Sul piano dell'inclusione, il Consiglio di Stato ha riaffermato il diritto agli strumenti compensativi per gli studenti con difficoltà di apprendimento, ricordando che un PDP non applicato vizia anche la non ammissione all'esame. La valutazione, quale che sia la scala, regge solo se la personalizzazione viene davvero garantita. Iniziative diverse, come i Giochi della Gioventù che mobilitano oltre 100 mila studenti di primarie e medie, mostrano che motivazione e ingaggio passano da pratiche concrete, non da scale numeriche.

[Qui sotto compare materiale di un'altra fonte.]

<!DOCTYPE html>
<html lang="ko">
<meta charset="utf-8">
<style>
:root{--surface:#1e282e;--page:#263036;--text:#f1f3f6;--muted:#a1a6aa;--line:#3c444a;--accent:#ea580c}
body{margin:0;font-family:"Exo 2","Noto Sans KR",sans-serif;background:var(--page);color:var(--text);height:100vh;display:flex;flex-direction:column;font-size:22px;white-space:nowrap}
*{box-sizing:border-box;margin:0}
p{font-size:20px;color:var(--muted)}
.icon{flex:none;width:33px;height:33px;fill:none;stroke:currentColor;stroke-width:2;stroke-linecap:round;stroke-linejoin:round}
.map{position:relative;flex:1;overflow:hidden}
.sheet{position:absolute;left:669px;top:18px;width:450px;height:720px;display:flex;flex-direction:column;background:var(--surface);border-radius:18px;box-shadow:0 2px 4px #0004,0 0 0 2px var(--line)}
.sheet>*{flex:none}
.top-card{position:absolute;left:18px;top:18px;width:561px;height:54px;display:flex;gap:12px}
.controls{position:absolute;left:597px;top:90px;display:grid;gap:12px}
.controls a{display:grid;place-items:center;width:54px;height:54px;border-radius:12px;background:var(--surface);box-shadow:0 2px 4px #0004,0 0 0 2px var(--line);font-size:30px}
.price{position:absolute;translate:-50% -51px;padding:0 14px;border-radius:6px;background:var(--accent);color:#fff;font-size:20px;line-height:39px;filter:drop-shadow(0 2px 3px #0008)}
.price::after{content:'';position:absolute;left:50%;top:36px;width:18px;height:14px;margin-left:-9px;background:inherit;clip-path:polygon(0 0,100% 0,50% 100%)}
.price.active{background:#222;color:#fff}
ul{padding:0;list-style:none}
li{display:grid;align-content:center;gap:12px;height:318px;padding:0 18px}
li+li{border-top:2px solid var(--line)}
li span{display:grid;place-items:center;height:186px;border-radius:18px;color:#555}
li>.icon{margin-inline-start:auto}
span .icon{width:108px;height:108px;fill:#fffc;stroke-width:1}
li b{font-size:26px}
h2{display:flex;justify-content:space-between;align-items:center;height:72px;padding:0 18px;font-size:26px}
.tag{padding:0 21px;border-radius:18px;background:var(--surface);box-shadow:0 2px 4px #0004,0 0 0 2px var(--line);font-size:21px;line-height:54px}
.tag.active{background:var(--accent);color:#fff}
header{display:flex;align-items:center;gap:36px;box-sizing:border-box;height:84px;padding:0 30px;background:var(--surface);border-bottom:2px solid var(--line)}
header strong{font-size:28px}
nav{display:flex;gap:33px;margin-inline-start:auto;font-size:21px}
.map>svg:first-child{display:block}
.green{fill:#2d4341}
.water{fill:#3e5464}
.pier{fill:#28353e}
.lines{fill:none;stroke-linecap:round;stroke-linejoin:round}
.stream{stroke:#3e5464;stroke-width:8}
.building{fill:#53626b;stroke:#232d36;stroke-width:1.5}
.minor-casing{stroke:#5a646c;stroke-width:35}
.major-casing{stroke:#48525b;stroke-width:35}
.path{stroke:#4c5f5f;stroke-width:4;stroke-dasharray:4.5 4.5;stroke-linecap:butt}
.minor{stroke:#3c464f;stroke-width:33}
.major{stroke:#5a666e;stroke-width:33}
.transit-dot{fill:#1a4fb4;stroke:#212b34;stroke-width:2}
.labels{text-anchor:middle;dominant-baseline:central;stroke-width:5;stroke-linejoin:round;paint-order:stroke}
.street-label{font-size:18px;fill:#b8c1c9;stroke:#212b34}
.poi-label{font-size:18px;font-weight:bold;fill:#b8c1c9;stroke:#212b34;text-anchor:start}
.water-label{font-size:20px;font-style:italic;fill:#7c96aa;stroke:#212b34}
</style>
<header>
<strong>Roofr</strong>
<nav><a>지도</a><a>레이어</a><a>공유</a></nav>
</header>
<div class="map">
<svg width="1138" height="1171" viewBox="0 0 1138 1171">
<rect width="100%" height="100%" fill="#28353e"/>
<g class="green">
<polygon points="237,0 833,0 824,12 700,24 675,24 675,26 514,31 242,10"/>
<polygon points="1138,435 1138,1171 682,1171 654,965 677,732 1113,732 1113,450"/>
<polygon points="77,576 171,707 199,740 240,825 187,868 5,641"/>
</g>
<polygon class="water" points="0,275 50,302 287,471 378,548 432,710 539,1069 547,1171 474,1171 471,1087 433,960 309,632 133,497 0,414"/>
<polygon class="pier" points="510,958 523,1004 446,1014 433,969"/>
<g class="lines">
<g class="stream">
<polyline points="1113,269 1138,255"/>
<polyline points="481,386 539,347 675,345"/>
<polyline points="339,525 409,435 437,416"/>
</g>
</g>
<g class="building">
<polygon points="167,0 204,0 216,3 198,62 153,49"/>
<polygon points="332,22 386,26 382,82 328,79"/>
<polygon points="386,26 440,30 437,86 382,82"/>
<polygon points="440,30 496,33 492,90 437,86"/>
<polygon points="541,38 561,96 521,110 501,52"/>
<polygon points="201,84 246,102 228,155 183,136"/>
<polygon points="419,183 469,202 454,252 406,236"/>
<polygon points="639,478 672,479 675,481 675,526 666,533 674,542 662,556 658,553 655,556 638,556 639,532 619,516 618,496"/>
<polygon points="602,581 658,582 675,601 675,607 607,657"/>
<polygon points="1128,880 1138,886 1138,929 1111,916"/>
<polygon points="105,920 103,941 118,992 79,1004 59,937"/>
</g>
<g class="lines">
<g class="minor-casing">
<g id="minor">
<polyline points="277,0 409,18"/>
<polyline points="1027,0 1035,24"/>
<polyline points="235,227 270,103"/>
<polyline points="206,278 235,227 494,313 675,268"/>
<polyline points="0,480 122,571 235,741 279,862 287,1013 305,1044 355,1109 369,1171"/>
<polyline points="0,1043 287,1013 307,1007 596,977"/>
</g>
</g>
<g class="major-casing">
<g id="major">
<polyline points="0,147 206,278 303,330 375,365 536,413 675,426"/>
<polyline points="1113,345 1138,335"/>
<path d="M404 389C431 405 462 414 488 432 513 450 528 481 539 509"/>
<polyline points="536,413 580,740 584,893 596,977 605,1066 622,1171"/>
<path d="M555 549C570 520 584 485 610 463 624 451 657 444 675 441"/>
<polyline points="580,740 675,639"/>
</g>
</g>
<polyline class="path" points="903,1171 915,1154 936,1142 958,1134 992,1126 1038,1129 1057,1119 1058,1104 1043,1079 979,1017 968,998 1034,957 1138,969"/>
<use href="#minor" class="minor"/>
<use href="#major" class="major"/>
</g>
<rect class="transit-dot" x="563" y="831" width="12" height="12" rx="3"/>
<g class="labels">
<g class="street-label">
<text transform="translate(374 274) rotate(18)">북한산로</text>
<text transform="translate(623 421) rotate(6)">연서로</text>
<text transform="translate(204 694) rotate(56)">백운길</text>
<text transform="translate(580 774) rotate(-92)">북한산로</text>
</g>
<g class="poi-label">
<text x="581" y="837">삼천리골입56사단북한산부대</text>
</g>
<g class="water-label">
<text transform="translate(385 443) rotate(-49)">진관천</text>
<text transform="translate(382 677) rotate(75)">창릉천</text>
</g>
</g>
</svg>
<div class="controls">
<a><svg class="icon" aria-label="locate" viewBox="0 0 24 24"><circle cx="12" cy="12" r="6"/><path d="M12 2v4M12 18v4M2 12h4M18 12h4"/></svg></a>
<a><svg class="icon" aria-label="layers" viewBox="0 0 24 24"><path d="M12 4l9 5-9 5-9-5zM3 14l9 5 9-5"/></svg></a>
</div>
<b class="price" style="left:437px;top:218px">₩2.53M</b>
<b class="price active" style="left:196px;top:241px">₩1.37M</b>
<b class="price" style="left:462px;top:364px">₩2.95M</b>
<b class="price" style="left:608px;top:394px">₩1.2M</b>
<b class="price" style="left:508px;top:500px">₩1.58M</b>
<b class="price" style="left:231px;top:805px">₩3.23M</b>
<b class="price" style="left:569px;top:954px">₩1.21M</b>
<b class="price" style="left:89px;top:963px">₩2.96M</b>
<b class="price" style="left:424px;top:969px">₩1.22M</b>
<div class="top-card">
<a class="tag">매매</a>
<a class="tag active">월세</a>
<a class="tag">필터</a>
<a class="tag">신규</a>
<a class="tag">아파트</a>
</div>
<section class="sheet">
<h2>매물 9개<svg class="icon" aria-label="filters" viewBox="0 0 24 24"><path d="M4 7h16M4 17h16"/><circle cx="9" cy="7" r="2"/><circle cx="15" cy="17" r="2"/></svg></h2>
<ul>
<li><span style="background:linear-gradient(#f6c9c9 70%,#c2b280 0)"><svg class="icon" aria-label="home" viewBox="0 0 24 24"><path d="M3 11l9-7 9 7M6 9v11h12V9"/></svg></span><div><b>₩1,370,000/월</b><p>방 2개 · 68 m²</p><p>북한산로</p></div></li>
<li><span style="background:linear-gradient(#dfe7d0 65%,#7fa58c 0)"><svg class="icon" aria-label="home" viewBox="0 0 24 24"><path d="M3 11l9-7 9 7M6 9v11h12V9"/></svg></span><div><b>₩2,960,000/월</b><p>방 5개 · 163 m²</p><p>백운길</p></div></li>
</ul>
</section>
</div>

Il prossimo Rapporto INVALSI fotograferà la prima coorte di bambini valutati con il nuovo sistema dei giudizi sintetici. Sarà la verifica empirica se il ritorno all'ottimo e al non sufficiente sposta la curva delle competenze o si limita a rinominare il problema.
Domande frequenti
Quali sono i principali risultati del Rapporto INVALSI 2025 per italiano e matematica?
Nel 2025 solo il 51,7% degli studenti ha raggiunto almeno la sufficienza in italiano e il 49,2% in matematica, segnando un calo rispetto agli anni precedenti. Questi dati evidenziano una crescente difficoltà nelle competenze di base tra i diplomandi italiani.
Cosa prevede la nuova normativa sulla valutazione nella scuola primaria?
Dal secondo quadrimestre 2024/25, la scuola primaria ha reintrodotto i giudizi sintetici (ottimo, distinto, buono, discreto, sufficiente, non sufficiente) per la valutazione, superando la valutazione per livelli grazie all'Ordinanza ministeriale n. 3 del 9 gennaio 2025.
Qual è il ruolo delle sperimentazioni alternative al voto numerico nelle scuole italiane?
Oltre cento istituti in quindici regioni stanno sperimentando il Modello Organizzativo Finlandese, che prevede valutazioni formative al posto dei voti numerici. Tuttavia, si tratta di una sperimentazione limitata e non rappresenta ancora un cambiamento diffuso nel sistema scolastico italiano.
Quanto incide il divario territoriale sui risultati scolastici?
Il divario è significativo: tra Nord-Est e Sud-Isole ci sono 14 punti percentuali di differenza in italiano e tra 20 e 22 punti in matematica. Questo significa che lo stesso voto ha un peso diverso a seconda del contesto geografico degli studenti.
Come incidono questi risultati sulle strategie didattiche di docenti e dirigenti scolastici?
I dati impongono la necessità di programmare interventi di recupero personalizzati, specialmente per la quota elevata di studenti sotto la sufficienza. Inoltre, la personalizzazione della didattica e l'applicazione corretta dei PDP sono fondamentali per garantire equità nella valutazione.
Il ritorno ai giudizi sintetici può realmente migliorare le competenze degli studenti?
Al momento non ci sono prove che il cambio di scala di valutazione abbia un impatto diretto sulle competenze; il prossimo Rapporto INVALSI fornirà dati sulla prima coorte valutata con giudizi sintetici, permettendo di verificare se il cambiamento produce effetti concreti o solo formali.